I am real happy with the results [cl and before I do any other changes I want to remove the electric pusher fan as it blocks a lot of the face of the radiator. I am sure you guys called it right when you said the cover was blocking the air to much.

Also I want to put back the 160 thermostat I took out so there is a little more restriction in the housing like it should be. May just install a re stricter washer later as you do not really need a thermostat in our area.

Tom
 
Glad to see you're making progress. Timing is a little low for my taste, usually run 6-8 degrees at idle with advance unhooked and line plugged(on stock engine). Also, make sure advance is connected to timed port and not straight port. Timing should advance on accel not retard.
 
bgbrktracer -- Ok, my mistake in terminology, I had the timing at 2deg before and I reset it to 8deg before and it goes to 15+ on revving up.

Will remove electric fan tomorrow and test drive again with the same setup as today. I think we are on the right tract.

What about having the thermostat in or out? If I leave it out do I need to put in a re-stricter washer?

Tom
 
bgbrktracer -- Ok, my mistake in terminology, I had the timing at 2deg before and I reset it to 8deg before and it goes to 15+ on revving up.

Will remove electric fan tomorrow and test drive again with the same setup as today. I think we are on the right tract.
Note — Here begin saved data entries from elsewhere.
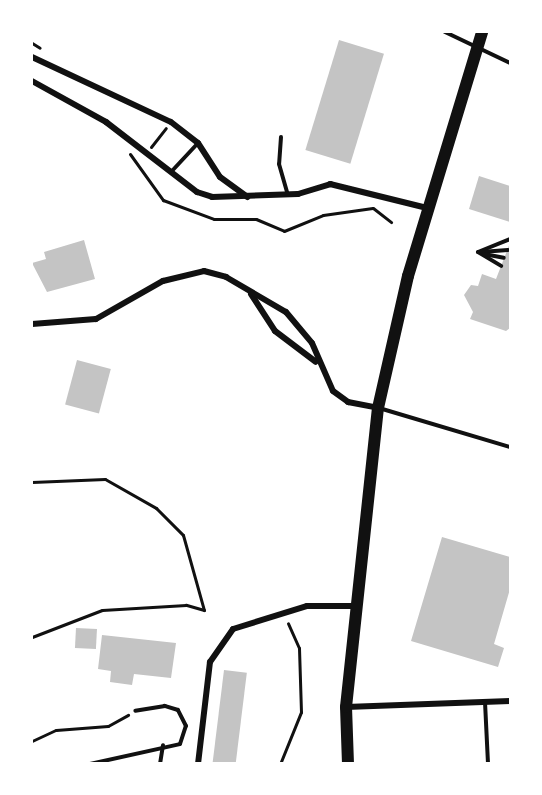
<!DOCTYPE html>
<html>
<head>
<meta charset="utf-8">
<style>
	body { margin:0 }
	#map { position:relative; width:542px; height:795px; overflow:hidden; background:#fff; font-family:Helvetica,sans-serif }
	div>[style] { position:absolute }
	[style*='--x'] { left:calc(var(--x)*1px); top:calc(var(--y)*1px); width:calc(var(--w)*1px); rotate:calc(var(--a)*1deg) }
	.building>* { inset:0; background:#c4c4c4; transform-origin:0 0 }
	.path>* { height:3px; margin:-1.5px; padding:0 1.5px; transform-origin:1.5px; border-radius:1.5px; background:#111 }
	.service>* { height:4px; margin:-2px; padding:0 2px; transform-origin:2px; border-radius:2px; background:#111 }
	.minor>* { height:6px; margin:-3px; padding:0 3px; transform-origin:3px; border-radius:3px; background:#111 }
	.primary>* { height:12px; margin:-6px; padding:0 6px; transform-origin:6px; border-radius:6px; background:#111 }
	span { translate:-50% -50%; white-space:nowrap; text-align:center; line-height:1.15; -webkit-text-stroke:5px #fff; paint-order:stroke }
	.frame { position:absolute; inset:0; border:33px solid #fff; pointer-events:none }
</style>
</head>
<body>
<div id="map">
	<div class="building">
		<i style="left:339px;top:40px;width:47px;height:115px;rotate:17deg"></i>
		<i style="clip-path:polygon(479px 176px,510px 186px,510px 222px,469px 209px)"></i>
		<i style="clip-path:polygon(84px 240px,95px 279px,47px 292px,32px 263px,46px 259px,44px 252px)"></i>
		<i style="clip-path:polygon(510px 243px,510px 328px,506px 331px,470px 319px,473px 312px,464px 295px,471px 285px,478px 286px,482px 274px,496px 279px)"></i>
		<i style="left:77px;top:360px;width:35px;height:46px;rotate:15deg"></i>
		<i style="clip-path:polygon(442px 537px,510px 557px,510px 589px,494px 644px,504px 648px,498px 667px,411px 641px)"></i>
		<i style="left:76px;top:628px;width:21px;height:20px;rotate:3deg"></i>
		<i style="clip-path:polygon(102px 635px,176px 643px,171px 678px,134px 674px,132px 685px,110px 682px,111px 671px,98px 669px)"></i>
		<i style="left:224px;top:670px;width:23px;height:95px;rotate:7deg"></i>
	</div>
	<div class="path">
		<i style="--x:32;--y:43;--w:9;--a:32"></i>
		<i style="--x:151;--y:147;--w:24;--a:-52"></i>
		<i style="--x:130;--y:154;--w:57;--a:54.3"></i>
		<i style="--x:163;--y:200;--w:54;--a:20.4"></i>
		<i style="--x:214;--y:219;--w:42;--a:0"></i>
		<i style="--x:256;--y:219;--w:30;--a:23"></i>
		<i style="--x:284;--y:231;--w:42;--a:-22.3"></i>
		<i style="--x:323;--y:215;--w:50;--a:-8"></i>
		<i style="--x:373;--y:208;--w:23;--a:38"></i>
		<i style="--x:32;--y:482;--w:73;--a:-2.4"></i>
		<i style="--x:105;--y:479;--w:59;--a:29.6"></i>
		<i style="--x:156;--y:508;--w:38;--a:45"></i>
		<i style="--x:183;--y:535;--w:78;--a:74.4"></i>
		<i style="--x:204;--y:610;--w:19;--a:-164"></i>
		<i style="--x:186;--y:605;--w:84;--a:176.6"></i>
		<i style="--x:102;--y:610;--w:75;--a:158.9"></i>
		<i style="--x:32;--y:741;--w:26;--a:-25"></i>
		<i style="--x:56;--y:730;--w:52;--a:-4.4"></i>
		<i style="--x:108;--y:726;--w:23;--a:-29"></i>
		<i style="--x:280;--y:764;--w:56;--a:-68"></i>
		<i style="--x:301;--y:712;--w:64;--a:-91.8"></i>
		<i style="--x:299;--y:648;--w:27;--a:-114"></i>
	</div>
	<div class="service">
		<i style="--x:445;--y:32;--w:72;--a:25.5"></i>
		<i style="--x:281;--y:137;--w:27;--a:94"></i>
		<i style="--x:279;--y:164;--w:32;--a:74"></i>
		<i style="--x:171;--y:172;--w:40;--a:-47"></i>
		<i style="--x:478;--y:252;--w:35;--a:-22"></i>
		<i style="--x:478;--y:252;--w:27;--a:31"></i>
		<i style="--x:481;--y:252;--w:27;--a:-4"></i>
		<i style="--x:484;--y:254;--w:20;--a:11"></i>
		<i style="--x:379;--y:408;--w:137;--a:16.6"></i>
		<i style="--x:485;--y:702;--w:62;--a:87.2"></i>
		<i style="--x:90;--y:764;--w:92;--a:-12.5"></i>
		<i style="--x:180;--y:744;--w:19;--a:-72"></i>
		<i style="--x:186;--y:726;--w:18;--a:-117"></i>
		<i style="--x:178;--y:710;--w:14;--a:-163"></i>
		<i style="--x:165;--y:706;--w:30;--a:171"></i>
		<i style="--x:160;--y:764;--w:19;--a:-81"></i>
	</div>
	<div class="minor">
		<i style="--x:32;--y:57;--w:153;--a:25.1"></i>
		<i style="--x:171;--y:122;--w:34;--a:38"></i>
		<i style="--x:198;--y:143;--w:40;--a:57.1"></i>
		<i style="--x:220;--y:177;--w:34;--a:36"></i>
		<i style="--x:32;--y:81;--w:85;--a:29"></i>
		<i style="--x:106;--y:122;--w:115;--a:37.6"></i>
		<i style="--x:197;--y:192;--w:16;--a:18"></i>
		<i style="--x:212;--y:197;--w:86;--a:-2"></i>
		<i style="--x:298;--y:194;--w:34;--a:-17"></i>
		<i style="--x:330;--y:184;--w:100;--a:13.9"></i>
		<i style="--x:251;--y:294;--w:44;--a:57"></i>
		<i style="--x:275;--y:331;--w:51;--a:37.1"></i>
		<i style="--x:32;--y:324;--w:64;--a:-4.5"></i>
		<i style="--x:96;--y:319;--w:77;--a:-29.6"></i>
		<i style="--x:163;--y:281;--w:42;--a:-13.7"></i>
		<i style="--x:204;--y:271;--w:23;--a:15"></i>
		<i style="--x:226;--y:277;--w:69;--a:30.3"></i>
		<i style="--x:286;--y:312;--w:40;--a:50"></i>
		<i style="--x:312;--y:343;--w:52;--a:66.4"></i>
		<i style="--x:333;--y:391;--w:19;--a:36"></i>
		<i style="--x:348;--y:402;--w:31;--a:11"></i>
		<i style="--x:346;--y:707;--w:164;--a:-2.1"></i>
		<i style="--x:198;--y:764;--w:103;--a:-83.3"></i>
		<i style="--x:210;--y:662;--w:40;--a:-55.1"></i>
		<i style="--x:233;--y:629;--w:77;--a:-17.3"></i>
		<i style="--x:307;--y:606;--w:48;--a:0"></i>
	</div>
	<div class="primary">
		<i style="--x:348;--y:764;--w:57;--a:-92"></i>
		<i style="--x:346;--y:707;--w:301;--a:-83.9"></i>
		<i style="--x:378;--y:408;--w:135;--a:-77.2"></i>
		<i style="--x:408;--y:276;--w:255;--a:-73.1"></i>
	</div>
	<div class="frame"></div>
</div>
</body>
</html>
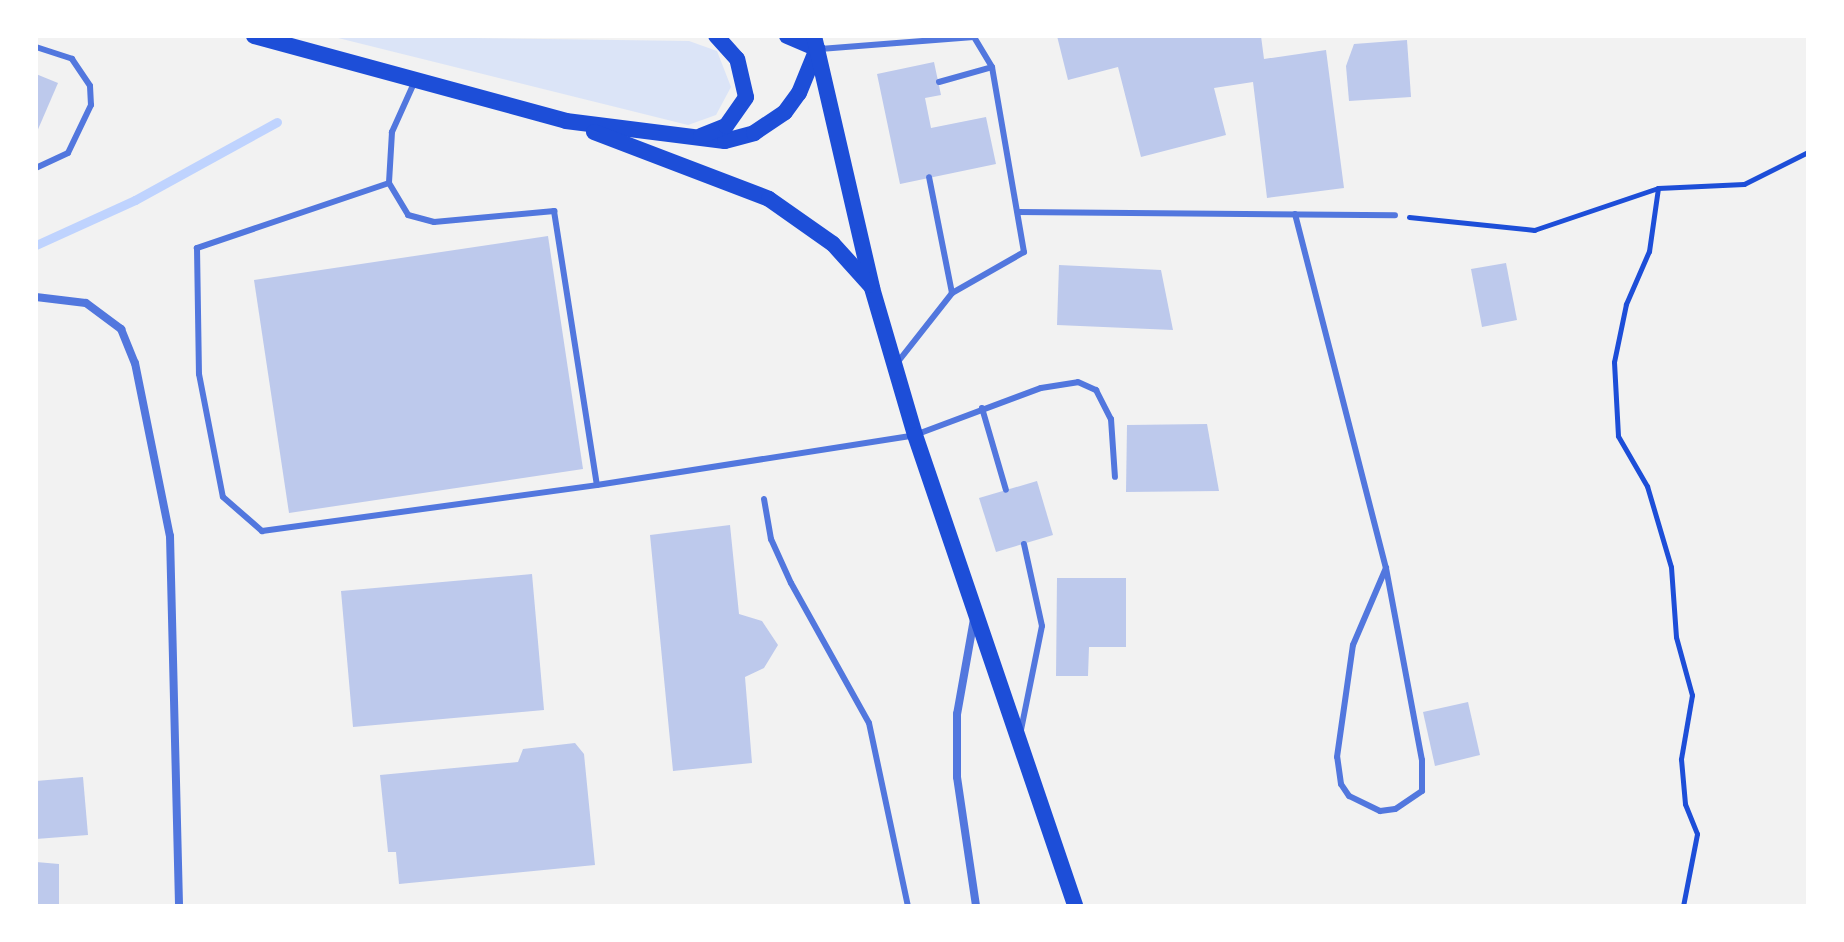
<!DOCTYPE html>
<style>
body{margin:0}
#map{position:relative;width:1844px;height:942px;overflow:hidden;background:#f2f2f2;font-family:"Fira Sans",sans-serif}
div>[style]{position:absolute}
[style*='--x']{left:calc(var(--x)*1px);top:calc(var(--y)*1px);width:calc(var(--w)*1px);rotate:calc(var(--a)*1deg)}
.green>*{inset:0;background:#dbe4f7}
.stream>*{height:9px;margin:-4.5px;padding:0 4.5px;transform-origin:4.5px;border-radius:4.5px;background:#bfd3fe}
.building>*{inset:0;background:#bdc9ec}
.path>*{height:5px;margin:-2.5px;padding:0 2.5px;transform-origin:2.5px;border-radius:2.5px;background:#1d4ed8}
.service>*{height:6px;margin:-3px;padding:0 3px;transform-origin:3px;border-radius:3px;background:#5277de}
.minor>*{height:8px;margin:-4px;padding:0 4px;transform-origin:4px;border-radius:4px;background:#5277de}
.secondary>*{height:16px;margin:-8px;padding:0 8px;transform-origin:8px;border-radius:8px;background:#1d4ed8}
span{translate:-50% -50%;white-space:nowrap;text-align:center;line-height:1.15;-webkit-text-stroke:6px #fff;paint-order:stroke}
.frame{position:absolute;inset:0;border:38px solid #fff;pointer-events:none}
</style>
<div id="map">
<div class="green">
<i style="clip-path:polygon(330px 36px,689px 41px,717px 51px,731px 87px,716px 115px,688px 125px)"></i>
</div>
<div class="stream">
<i style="--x:36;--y:245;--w:109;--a:-24.4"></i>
<i style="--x:135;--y:200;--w:162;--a:-28.8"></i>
</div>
<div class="building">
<i style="clip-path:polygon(1057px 36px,1261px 36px,1264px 59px,1326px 50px,1344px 188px,1267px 198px,1253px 82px,1214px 88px,1226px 135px,1141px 157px,1118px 67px,1068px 80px)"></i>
<i style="clip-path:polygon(1407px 40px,1411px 97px,1349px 101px,1346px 66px,1354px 44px)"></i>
<i style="clip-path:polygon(934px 62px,941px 95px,925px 98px,931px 128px,986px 117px,996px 164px,900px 184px,877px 74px)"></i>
<i style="clip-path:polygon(36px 74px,58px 83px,36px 134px)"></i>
<i style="clip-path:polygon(548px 236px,583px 469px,289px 513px,254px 280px)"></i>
<i style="clip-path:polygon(1506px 263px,1517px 320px,1482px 327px,1471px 269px)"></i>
<i style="clip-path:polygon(1059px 265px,1161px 270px,1173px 330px,1057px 325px)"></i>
<i style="clip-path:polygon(1207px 424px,1219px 491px,1126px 492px,1127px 425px)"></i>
<i style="clip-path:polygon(1037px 481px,1053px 535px,996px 552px,979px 498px)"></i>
<i style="clip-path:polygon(730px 525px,739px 614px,762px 621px,778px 645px,764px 668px,745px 677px,752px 763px,673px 771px,650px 535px)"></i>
<i style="clip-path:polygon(532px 574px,544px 710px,353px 727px,341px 591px)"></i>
<i style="clip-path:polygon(1057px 578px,1126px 578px,1126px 647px,1089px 647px,1088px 676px,1056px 676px)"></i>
<i style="clip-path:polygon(1468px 702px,1480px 755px,1435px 766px,1423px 712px)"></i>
<i style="clip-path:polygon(575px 743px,584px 754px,595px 865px,399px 884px,396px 852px,388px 852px,380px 775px,518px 762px,523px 749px)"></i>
<i style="clip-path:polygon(83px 777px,88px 835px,36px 839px,36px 781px)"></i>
<i style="clip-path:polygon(36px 862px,59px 864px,59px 906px,36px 906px)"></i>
</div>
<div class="path">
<i style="--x:1658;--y:188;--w:64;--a:98.1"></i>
<i style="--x:1649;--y:251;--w:58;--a:113.5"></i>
<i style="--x:1626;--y:304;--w:59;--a:101.7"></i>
<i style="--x:1614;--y:362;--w:74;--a:86.9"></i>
<i style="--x:1618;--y:436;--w:58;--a:59.9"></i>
<i style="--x:1647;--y:486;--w:84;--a:73.5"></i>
<i style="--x:1671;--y:567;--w:70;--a:85.9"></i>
<i style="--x:1676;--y:637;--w:60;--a:74.6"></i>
<i style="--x:1692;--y:695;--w:65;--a:99.8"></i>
<i style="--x:1681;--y:759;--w:45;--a:84.9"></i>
<i style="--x:1685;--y:804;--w:32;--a:68"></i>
<i style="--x:1697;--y:834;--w:73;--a:101"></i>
<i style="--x:1409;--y:217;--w:126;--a:5.9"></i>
<i style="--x:1534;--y:230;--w:131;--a:-18.7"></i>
<i style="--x:1658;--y:188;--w:86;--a:-2.7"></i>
<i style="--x:1744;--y:184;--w:72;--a:-26.6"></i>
</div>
<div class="service">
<i style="--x:36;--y:47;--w:38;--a:18"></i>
<i style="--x:72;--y:59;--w:32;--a:56"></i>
<i style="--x:90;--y:86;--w:19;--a:87"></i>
<i style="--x:91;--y:105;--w:53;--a:115.6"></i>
<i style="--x:68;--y:153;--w:35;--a:155"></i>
<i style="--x:820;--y:49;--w:154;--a:-4.5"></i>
<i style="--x:974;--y:37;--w:35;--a:59"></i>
<i style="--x:992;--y:67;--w:188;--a:80.2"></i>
<i style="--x:1024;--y:252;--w:83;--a:150.3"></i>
<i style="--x:939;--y:82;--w:55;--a:-15.8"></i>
<i style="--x:414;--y:83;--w:54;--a:114.2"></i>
<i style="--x:392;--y:132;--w:51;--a:93.4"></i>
<i style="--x:389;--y:183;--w:37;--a:59"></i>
<i style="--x:408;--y:215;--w:27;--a:15"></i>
<i style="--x:434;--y:222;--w:121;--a:-5.2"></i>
<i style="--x:554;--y:211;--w:277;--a:81.1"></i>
<i style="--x:597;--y:485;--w:322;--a:-8.9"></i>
<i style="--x:915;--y:435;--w:134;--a:-20.5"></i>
<i style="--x:1041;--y:388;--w:37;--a:-9"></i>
<i style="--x:1078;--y:382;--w:20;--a:24"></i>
<i style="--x:1096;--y:390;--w:33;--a:63"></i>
<i style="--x:1111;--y:419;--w:58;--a:86.1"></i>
<i style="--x:389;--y:183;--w:203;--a:161.3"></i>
<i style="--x:197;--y:248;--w:126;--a:89.1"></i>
<i style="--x:199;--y:374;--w:125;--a:79"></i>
<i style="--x:223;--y:497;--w:52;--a:41.1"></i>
<i style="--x:262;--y:531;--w:338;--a:-7.8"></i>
<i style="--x:1018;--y:212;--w:377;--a:0.5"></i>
<i style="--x:1295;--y:214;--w:366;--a:75.6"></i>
<i style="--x:1386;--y:568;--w:195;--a:79.4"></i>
<i style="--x:1422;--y:760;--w:31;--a:90"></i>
<i style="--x:1422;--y:791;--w:32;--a:146"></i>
<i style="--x:1395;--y:809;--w:15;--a:172"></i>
<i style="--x:1380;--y:811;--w:34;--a:-154"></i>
<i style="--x:1349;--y:796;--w:14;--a:-124"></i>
<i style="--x:1341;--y:784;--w:27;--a:-98"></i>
<i style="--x:1337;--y:757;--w:113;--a:-81.9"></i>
<i style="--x:1353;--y:645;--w:84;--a:-66.8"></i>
<i style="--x:897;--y:363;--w:89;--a:-51.8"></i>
<i style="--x:952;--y:293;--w:118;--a:-101.2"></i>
<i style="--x:982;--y:408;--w:85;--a:73.7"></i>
<i style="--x:764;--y:499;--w:41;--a:80.1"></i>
<i style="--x:771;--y:539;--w:48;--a:65.6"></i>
<i style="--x:791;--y:583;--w:160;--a:60.9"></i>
<i style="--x:869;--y:723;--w:187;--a:78"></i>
<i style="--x:1021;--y:730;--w:106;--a:-78.6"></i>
<i style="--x:1042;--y:626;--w:84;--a:-102.4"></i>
</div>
<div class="minor">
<i style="--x:36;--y:297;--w:50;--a:6.8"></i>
<i style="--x:86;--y:303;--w:44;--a:36.6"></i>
<i style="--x:121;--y:329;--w:37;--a:68"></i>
<i style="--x:135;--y:363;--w:177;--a:78.6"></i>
<i style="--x:170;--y:536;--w:370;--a:88.6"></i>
<i style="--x:974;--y:619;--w:97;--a:100.1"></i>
<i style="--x:957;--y:714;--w:63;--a:90"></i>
<i style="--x:957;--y:777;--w:130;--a:81.6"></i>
</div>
<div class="secondary">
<i style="--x:254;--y:36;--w:323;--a:15.2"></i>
<i style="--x:566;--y:121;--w:160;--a:7.2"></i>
<i style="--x:725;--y:141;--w:30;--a:-15"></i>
<i style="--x:754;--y:133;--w:37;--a:-34"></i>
<i style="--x:785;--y:112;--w:24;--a:-54"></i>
<i style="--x:799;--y:93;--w:48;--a:-67.8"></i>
<i style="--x:787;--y:36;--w:33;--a:23"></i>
<i style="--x:814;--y:36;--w:259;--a:77"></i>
<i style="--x:872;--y:288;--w:153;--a:73.7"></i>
<i style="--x:915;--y:435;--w:497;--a:71.2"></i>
<i style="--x:594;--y:132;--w:187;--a:20.9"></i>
<i style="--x:769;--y:199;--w:78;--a:35.1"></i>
<i style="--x:833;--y:244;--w:55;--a:47.9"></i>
<i style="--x:701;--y:136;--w:27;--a:-22"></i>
<i style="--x:726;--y:126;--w:35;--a:-55"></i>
<i style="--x:746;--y:97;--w:39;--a:-103"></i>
<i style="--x:737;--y:59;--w:31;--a:-132"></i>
</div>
<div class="frame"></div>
</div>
What about having the thermostat in or out? If I leave it out do I need to put in a re-stricter washer?

Tom

Yes the flow of water needs to be restricted, otherwise the water travels through the radiator to quickly and won't cool!! You can buy them in 1/2 5/8 and 3/4 inch size holes!! I would try a 5/8 inch first!!
 
Yes the flow of water needs to be restricted, otherwise the water travels through the radiator to quickly and won't cool!! You can buy them in 1/2 5/8 and 3/4 inch size holes!! I would try a 5/8 inch first!!

Why not just fit a thermostat and do the job properly? :confused:
 
Why not just fit a thermostat and do the job properly? :confused:

Lives in Cali, says he doesn't really need one. If I didn't need it I wouldn't run it either!! Just one more thing to go wrong!

But I agree, if I ran one it would probably be a 180, and not a 160, the engine will perform better at that temp!!
 
Well guys I have a 160 thermostat that is new that was in there and I think I will put it back in and see if it makes any difference. With average days in Bakersfield, CA area running 85-105 for 6 months I don't think it really matters.

I do agree with (rainman) that it needs some restriction in place slow the water flow. If I don't see an advantage with the thermostat I will try a 5/8" restrictor.

I don't think that 70's 350 with lots of miles will know the difference.
 
Well guys I have a 160 thermostat that is new that was in there and I think I will put it back in and see if it makes any difference.

I've never found that low of a stat to be worth using. I always use and suggest a 180 for a SBC no matter what part of the country. But I'm just an old phart so what do I know! Most newer Chevy's use a 190.